Challenges and Opportunities

Despite the declining inflation trend, challenges remain:

  • Regional Disparities: The regional data highlights higher inflation in remote areas like the Mountain region (4.77%), driven by logistical challenges. This contrasts with the national average of 4.72%, indicating the need for targeted interventions to address cost pressures in rural areas.

  • Fiscal Deficit: The gap between government expenditure (NPR 839.36 billion) and revenue (NPR 720.35 billion) poses a risk of increased borrowing, which could fuel inflation if not managed carefully.

  • Seasonal Volatility: The national CPI data shows seasonal fluctuations, with inflation peaking in December (6.05%) and dipping in March (3.75%). This volatility, also seen in the regional data’s month-on-month food price declines, suggests the need for better price stabilization mechanisms.

On the positive side, the robust export growth and remittance inflows provide opportunities for sustained economic growth.
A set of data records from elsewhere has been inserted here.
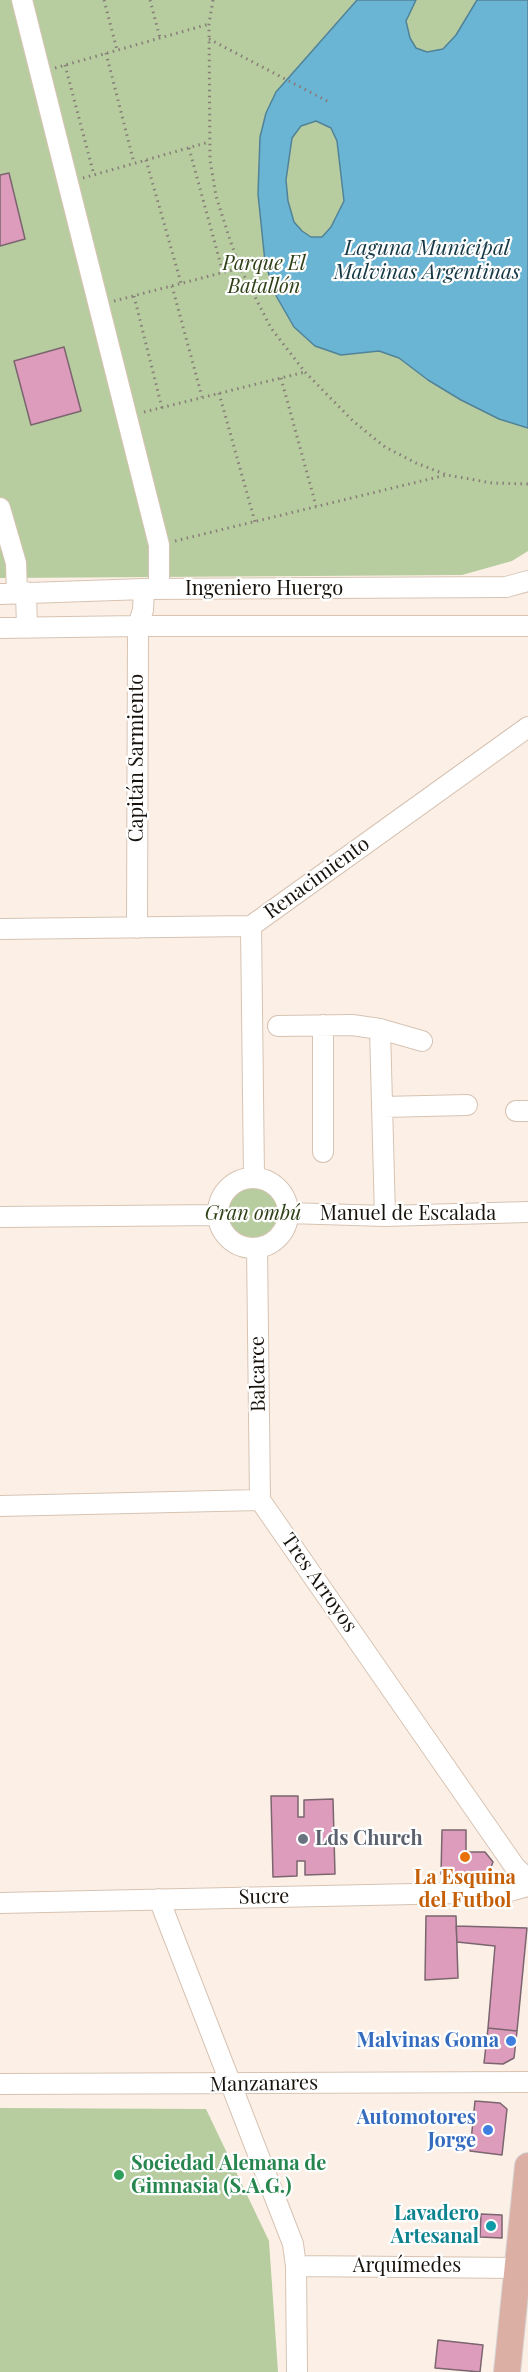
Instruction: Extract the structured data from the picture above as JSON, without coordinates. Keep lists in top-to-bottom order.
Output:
{
  "streets": {
    "street": [
      "Ingeniero Huergo",
      "Capitán Sarmiento",
      "Renacimiento",
      "Manuel de Escalada",
      "Balcarce",
      "Tres Arroyos",
      "Sucre",
      "Manzanares",
      "Arquímedes"
    ]
  },
  "crossings": [
    ["Ingeniero Huergo", "Capitán Sarmiento"],
    ["Capitán Sarmiento", "Renacimiento"],
    ["Manuel de Escalada", "Balcarce"],
    ["Balcarce", "Tres Arroyos"]
  ],
  "water": ["Laguna Municipal Malvinas Argentinas"],
  "parks": ["Parque El Batallón", "Gran ombú"],
  "places": [
    "Lds Church",
    "La Esquina del Futbol",
    "Malvinas Goma",
    "Automotores Jorge",
    "Sociedad Alemana de Gimnasia (S.A.G.)",
    "Lavadero Artesanal"
  ]
}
The foreign exchange reserves of USD 17.27 billion offer a cushion against global uncertainties, allowing Nepal to focus on domestic policy measures to address inflation and regional disparities.

Policy Recommendations

To sustain the declining inflation trend and ensure equitable growth, the following measures are recommended:

  1. Strengthen Supply Chains: Invest in rural infrastructure, particularly in the Mountain and Hill regions, to reduce transportation costs and stabilize non-food inflation, as seen in the regional data (e.g., 6.03% in the Mountain region).

  2. Enhance Agricultural Productivity: Support farmers with better access to inputs and markets to maintain the downward trend in food prices, as observed in the regional data’s month-on-month declines.

  3. Monitor Liquidity: With broad money supply growing at 9.9% year-on-year, the NRB should carefully manage liquidity to prevent inflationary pressures, especially in urban areas where consumption is high.

  4. Sustain Export Growth: Continue supporting export-oriented industries through incentives and trade agreements to maintain the 57.2% export growth, which strengthens external stability and reduces imported inflation.

Nepal’s inflation has shown a promising decline from 7.74% in 2022/23 to 4.72% in 2024/25, with the March 2024/25 rate of 3.75% reflecting a cooling of price pressures. This trend, combined with strong export growth, rising remittances, and a robust balance of payments surplus, indicates a stabilizing economy. However, regional disparities and seasonal volatility highlight the need for targeted policies to ensure equitable growth. As Nepal navigates global and domestic challenges, balancing inflation control with growth-oriented measures will be key to sustaining this positive trajectory.